Since I arrived in St. John’s, the feelings of being away from home were intense and yet short-lived – not too dissimilar to the seasons here in Newfoundland. I have lived through many new ‘firsts’ throughout the last nine months, which allowed me to grow in ways that I never thought I could. I experienced my first time driving in the snow, my first time crying while driving in the snow, my first time walking downtown and hearing all the live music echo from the bars, and my first time learning how to fish for cod – oh, excuse me, I mean jig for cod.

It took me a couple of months to settle into this new life. I felt like every time I left my house, I would get hit with all sorts of stimuli from this foreign land. Everything was different – the accents, the trees, the shrubs, the roads, the stormy seas, the colourful houses, and the wind. But as I settled into my east coast life, the stimuli became less stimulating and I felt less like an alien trying to blend in.

When I doubted my decision, I focused on the beauty of the east coast and thought about this new ocean in terms of its importance for the ecosystem. I thought about how these turbulent waters in Newfoundland are important pit stops for migrating species of whales, birds, and fish. The Atlantic is equally as important as the Pacific, and it was mine to explore. Being a fan of science and especially one of the ocean, I tend to turn to science as a tool to make me feel less anxious.

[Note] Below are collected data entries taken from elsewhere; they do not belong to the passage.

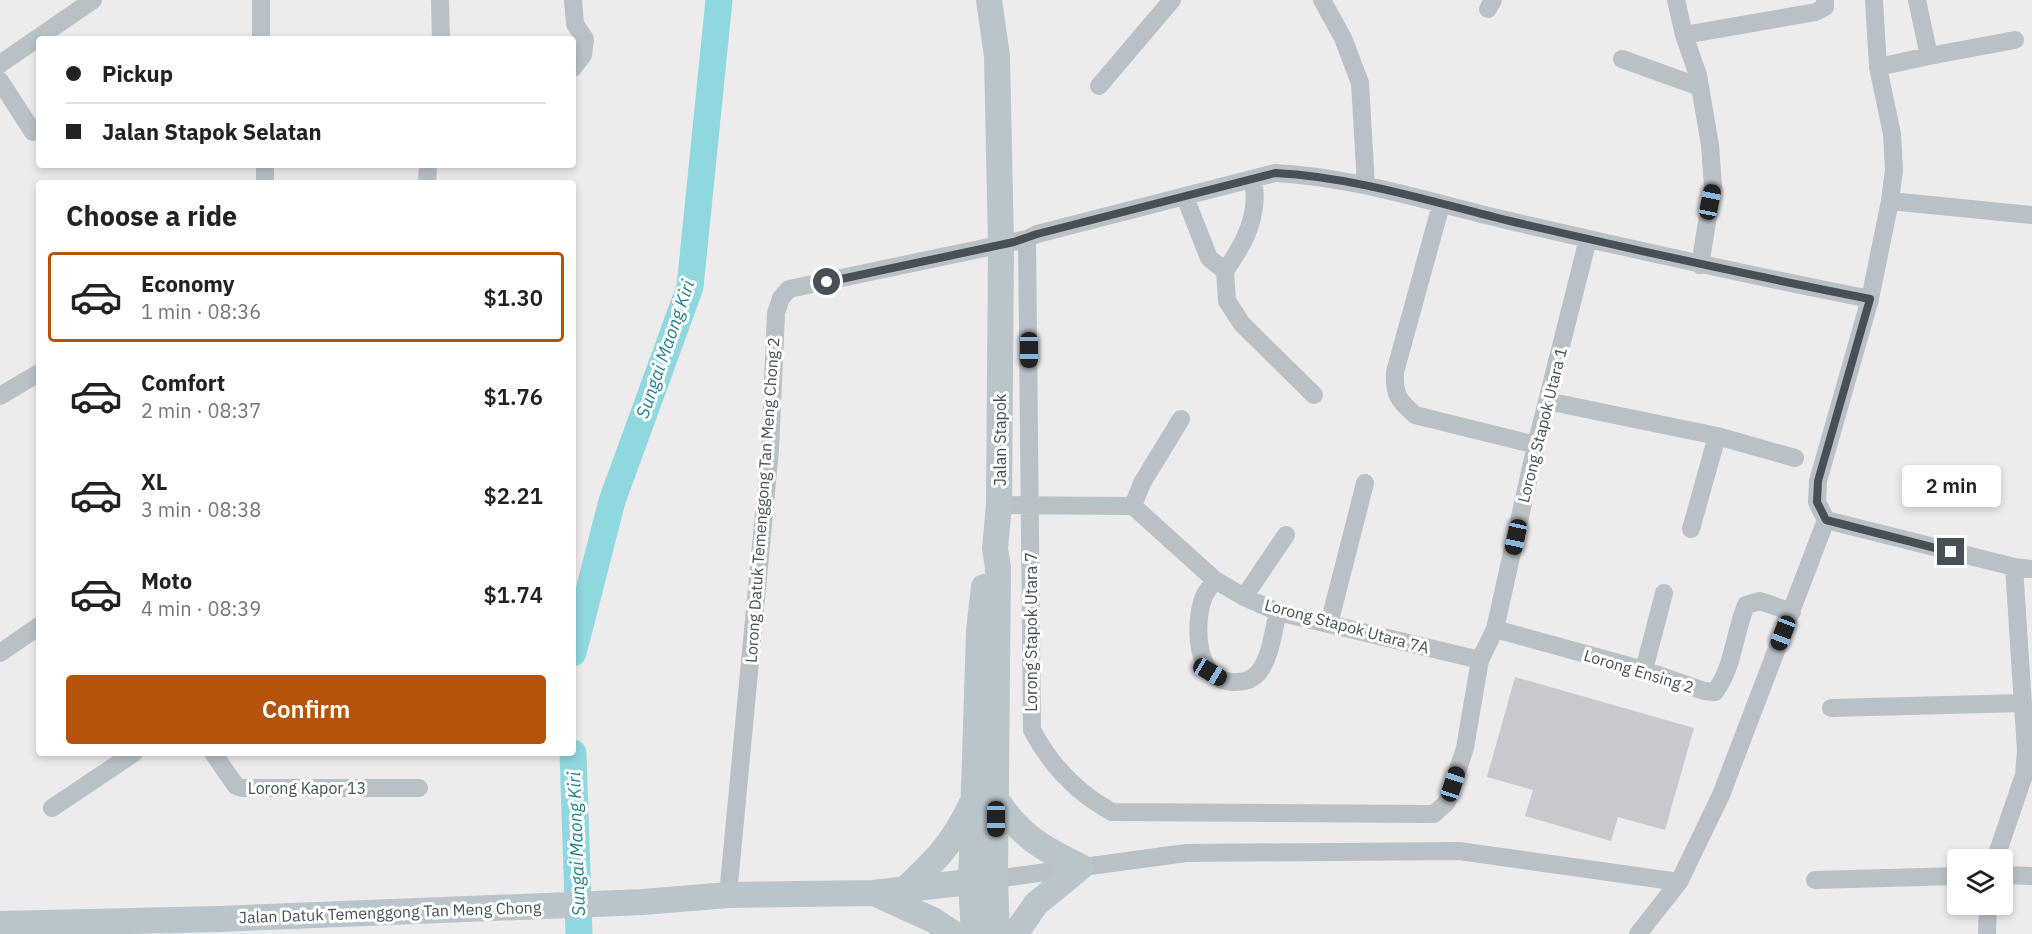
<!DOCTYPE html>
<html lang="en">
<head>
<meta charset="utf-8">
<style>
  :root { --surface:#fff; --page:#f2f2f2; --text:#222; --muted:#767676; --line:#e0e0e0; --accent:#b45309 }
  body { margin:0; font-family:"IBM Plex Sans",sans-serif; background:var(--page); color:var(--text); height:100vh; display:flex; flex-direction:column; font-size:22px; white-space:nowrap }
  * { box-sizing:border-box; margin:0 }
  p { font-size:20px; color:var(--muted) }
  .icon { flex:none; width:33px; height:33px; fill:none; stroke:currentColor; stroke-width:2; stroke-linecap:round; stroke-linejoin:round }
  .map { position:relative; flex:1; overflow:hidden }
  .details { position:absolute; left:36px; top:180px; width:540px; height:576px; display:flex; flex-direction:column; background:var(--surface); border-radius:6px; box-shadow:0 3px 9px #0003 }
  .details>* { flex:none }
  .guide { position:absolute; left:36px; top:36px; width:540px; height:132px; border-radius:6px; box-shadow:0 3px 9px #0003; display:grid; align-content:center; height:132px; padding:0 30px; background:var(--surface) }
  .buttons { position:absolute; left:1947px; top:849px; display:grid; gap:12px }
  .buttons a { display:grid; place-items:center; width:66px; height:66px; border-radius:6px; background:var(--surface); box-shadow:0 3px 9px #0003; font-size:30px }
  .end { position:absolute; width:27px; height:27px; margin:-14px; border:8px solid #465056; background:#fff; box-shadow:0 0 0 3px #fff }
  .from { border-radius:50% }
  .bubble { position:absolute; height:42px; border-radius:6px; background:var(--surface); box-shadow:0 3px 9px #0003; font-size:20px; font-weight:600; line-height:42px; text-align:center }
  .car { position:absolute; width:18px; height:36px; margin:-18px -9px; border-radius:8px; box-shadow:0 0 4px 2px #0007; background:linear-gradient(#222 24%,#8ab4d8 0 40%,#222 0 76%,#8ab4d8 0 86%,#222 0) }
  .guide b { display:flex; align-items:center; gap:21px; height:57px; font-size:22px }
  .guide b+b { border-top:2px solid var(--line) }
  .guide i { width:15px; height:15px; background:var(--text) }
  ul { padding:0; list-style:none }
  li { display:flex; align-items:center; gap:18px; height:90px; margin:0 12px 9px; padding:0 18px; border:3px solid transparent; border-radius:6px }
  li div { flex:1 }
  li b { display:block; font-size:22px }
  li em { font-style:normal; font-weight:600 }
  li.active { border-color:var(--accent) }
  li>.icon { width:54px; height:54px; stroke-width:1.5 }
  h2 { padding:0 30px; font-size:27px; line-height:72px }
  .primary-button { display:flex; gap:12px; margin-top:auto; padding:12px 30px }
  .primary-button a { flex:1; height:69px; border-radius:6px; background:var(--accent); color:#fff; font-size:24px; font-weight:600; line-height:69px; text-align:center }
  .map>svg:first-child { display:block }
</style>
</head>
<body>
<div class="map">
<svg width="2032" height="934" viewBox="0 0 2032 934">
  <rect width="100%" height="100%" fill="#eeebec"/>
  <g fill="none" stroke-linecap="round" stroke-linejoin="round">
    <path stroke="#90d8df" stroke-width="27" d="M573,653L612,501L690,287L719,0
      M573,753L579,934"/>
  </g>
  <path fill="#c7c9ce" d="M1515,677L1694,728L1665,830L1618,817L1611,841L1525,816L1533,790L1487,777Z"/>
  <g fill="none" stroke-linecap="round" stroke-linejoin="round">
    <path stroke="#b8c1c6" stroke-width="18" d="M261,0V39
      M440,0L441,39
      M1322,0L1343,38L1360,83L1366,185
      M1676,0L1684,35L1698,75L1710,145L1713,186L1700,265
      M1874,0L1878,67
      M1488,9L1493,0
      M1684,35L1816,12L1825,7V0
      M1929,56L2015,40
      M1622,59L1700,87
      M0,64L93,0
      M573,68L583,55L585,39L575,24L573,0
      M0,81L33,132
      M1099,86L1172,0
      M265,165V183
      M427,183L428,165
      M1185,197L1209,258L1225,271L1227,301L1242,324L1314,395
      M1890,201L2032,215
      M1441,205L1395,372C1394,395 1398,400 1415,415L1536,445
      M1027,239L1032,730C1050,764 1077,793 1112,812L1434,814L1447,802L1465,748L1480,660L1495,629L1536,445L1588,239
      M1225,271C1245,243 1260,214 1253,179
      M0,396L39,373
      M1547,401L1717,436L1795,458
      M999,505L1133,506L1215,580L1244,597L1278,612L1480,660
      M1133,506L1142,483L1181,419
      M1826,520L2014,567L2032,569
      M1691,529L1717,436
      M1215,580C1211,586 1205,592 1203,599C1194,626 1195,681 1233,682C1243,682 1251,681 1258,673C1271,658 1273,631 1278,612
      M1244,597L1286,535
      M1329,624L1365,483
      M1495,629L1644,670L1704,691L1715,692C1734,666 1734,634 1746,605L1760,601L1792,612
      M0,653L39,626
      M1644,670L1664,593
      M1831,708L2023,703
      M213,753L236,786L242,788H419
      M52,808L134,753
      M1995,860L2024,775L2026,751L2014,567
      M2002,875L2032,876
      M995,879L1186,853L1459,851L1679,882
      M1815,880L1958,876
      M728,895L770,450L776,313L781,298L789,289L1027,239L1037,234L1275,173C1354,177 1429,202 1506,220C1627,248 1748,275 1870,299
      M1638,934L1679,882L1721,795L1826,520L1817,502L1818,481L1870,299L1890,201L1894,170L1892,134L1878,67L1929,56L1917,0
      M1987,934L1988,904"/>
    <path stroke="#b9c4cb" stroke-width="26" d="M989,0L997,56L1001,245L999,505L995,549L998,567L995,879L997,934
      M996,799C1019,835 1043,849 1081,867L1036,904L1015,934
      M903,891C935,861 952,845 971,805
      M876,894L933,920L954,934
      M0,924L219,919L643,902L728,895L873,893L995,879
      M974,934L971,883L979,631L984,587"/>
  </g>
  <g fill="none" stroke-linecap="round" stroke-linejoin="round">
    <path stroke="#465056" stroke-width="8" d="M827,282L1014,242L1037,234L1275,173C1355,177 1432,202 1510,221C1630,249 1749,275 1870,299L1818,481L1817,502L1826,520L1951,552"/>
  </g>
  <g text-anchor="middle" dominant-baseline="central" stroke-width="6" stroke-linejoin="round" paint-order="stroke">
    <g font-size="16" fill="#465056" stroke="#fff">
      <text transform="translate(1542 425) rotate(-76)">Lorong Stapok Utara 1</text>
      <text transform="translate(1000 440) rotate(-90)">Jalan Stapok</text>
      <text transform="translate(762 500) rotate(-86)">Lorong Datuk Temenggong Tan Meng Chong 2</text>
      <text transform="translate(1347 626) rotate(15)">Lorong Stapok Utara 7A</text>
      <text transform="translate(1031 632) rotate(-90)">Lorong Stapok Utara 7</text>
      <text transform="translate(1639 671) rotate(17)">Lorong Ensing 2</text>
      <text x="307" y="788">Lorong Kapor 13</text>
      <text transform="translate(390 912) rotate(-2)">Jalan Datuk Temenggong Tan Meng Chong</text>
    </g>
    <g font-size="18" font-style="italic" fill="#1c828c" stroke="#fff">
      <text transform="translate(665 349) rotate(-71)">Sungai Maong Kiri</text>
      <text transform="translate(576 844) rotate(-92)">Sungai Maong Kiri</text>
    </g>
  </g>
</svg>
<div class="buttons">
<a><svg class="icon" aria-label="layers" viewBox="0 0 24 24"><path d="M12 4l9 5-9 5-9-5zM3 14l9 5 9-5"/></svg></a>
</div>
<i class="end from" style="left:827px;top:282px"></i>
<i class="end" style="left:1951px;top:552px"></i>
<div class="bubble" style="left:1902px;top:465px;width:99px">2 min</div>
<i class="car" style="left:1710px;top:202px;rotate:11deg"></i>
<i class="car" style="left:1029px;top:350px;rotate:180deg"></i>
<i class="car" style="left:1516px;top:537px;rotate:192deg"></i>
<i class="car" style="left:1783px;top:633px;rotate:201deg"></i>
<i class="car" style="left:1210px;top:672px;rotate:121deg"></i>
<i class="car" style="left:1453px;top:784px;rotate:18deg"></i>
<i class="car" style="left:996px;top:819px;rotate:180deg"></i>
<div class="guide">
<b><i class="from"></i>Pickup</b>
<b><i></i>Jalan Stapok Selatan</b>
</div>
<section class="details">
<h2>Choose a ride</h2>
<ul>
<li class="active"><svg class="icon" aria-label="car" viewBox="0 0 24 24"><path d="M5 17H2v-5l4-1 3-4h7l3 4 3 1v5h-3M9 17h6M6 11h13"/><circle cx="7" cy="17" r="2"/><circle cx="17" cy="17" r="2"/></svg><div><b>Economy</b><p>1 min · 08:36</p></div><em>$1.30</em></li>
<li><svg class="icon" aria-label="car" viewBox="0 0 24 24"><path d="M5 17H2v-5l4-1 3-4h7l3 4 3 1v5h-3M9 17h6M6 11h13"/><circle cx="7" cy="17" r="2"/><circle cx="17" cy="17" r="2"/></svg><div><b>Comfort</b><p>2 min · 08:37</p></div><em>$1.76</em></li>
<li><svg class="icon" aria-label="car" viewBox="0 0 24 24"><path d="M5 17H2v-5l4-1 3-4h7l3 4 3 1v5h-3M9 17h6M6 11h13"/><circle cx="7" cy="17" r="2"/><circle cx="17" cy="17" r="2"/></svg><div><b>XL</b><p>3 min · 08:38</p></div><em>$2.21</em></li>
<li><svg class="icon" aria-label="car" viewBox="0 0 24 24"><path d="M5 17H2v-5l4-1 3-4h7l3 4 3 1v5h-3M9 17h6M6 11h13"/><circle cx="7" cy="17" r="2"/><circle cx="17" cy="17" r="2"/></svg><div><b>Moto</b><p>4 min · 08:39</p></div><em>$1.74</em></li>
</ul>
<div class="primary-button"><a>Confirm</a></div>
</section>
</div>
</body>
</html>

Eventually, I made friends who shared similar passions and noticed that most people in my courses had made the same leap of faith as I did – it turns out I’m not the only fish. I now love the landscape here and have fallen for the bright blue water, the rolling waves, and all the cod swimming under it.

I learned that making your home is not about staying protected and sheltered but venturing into the unknown and remembering that your home goes with you. As long as there is water, this fish will always be home.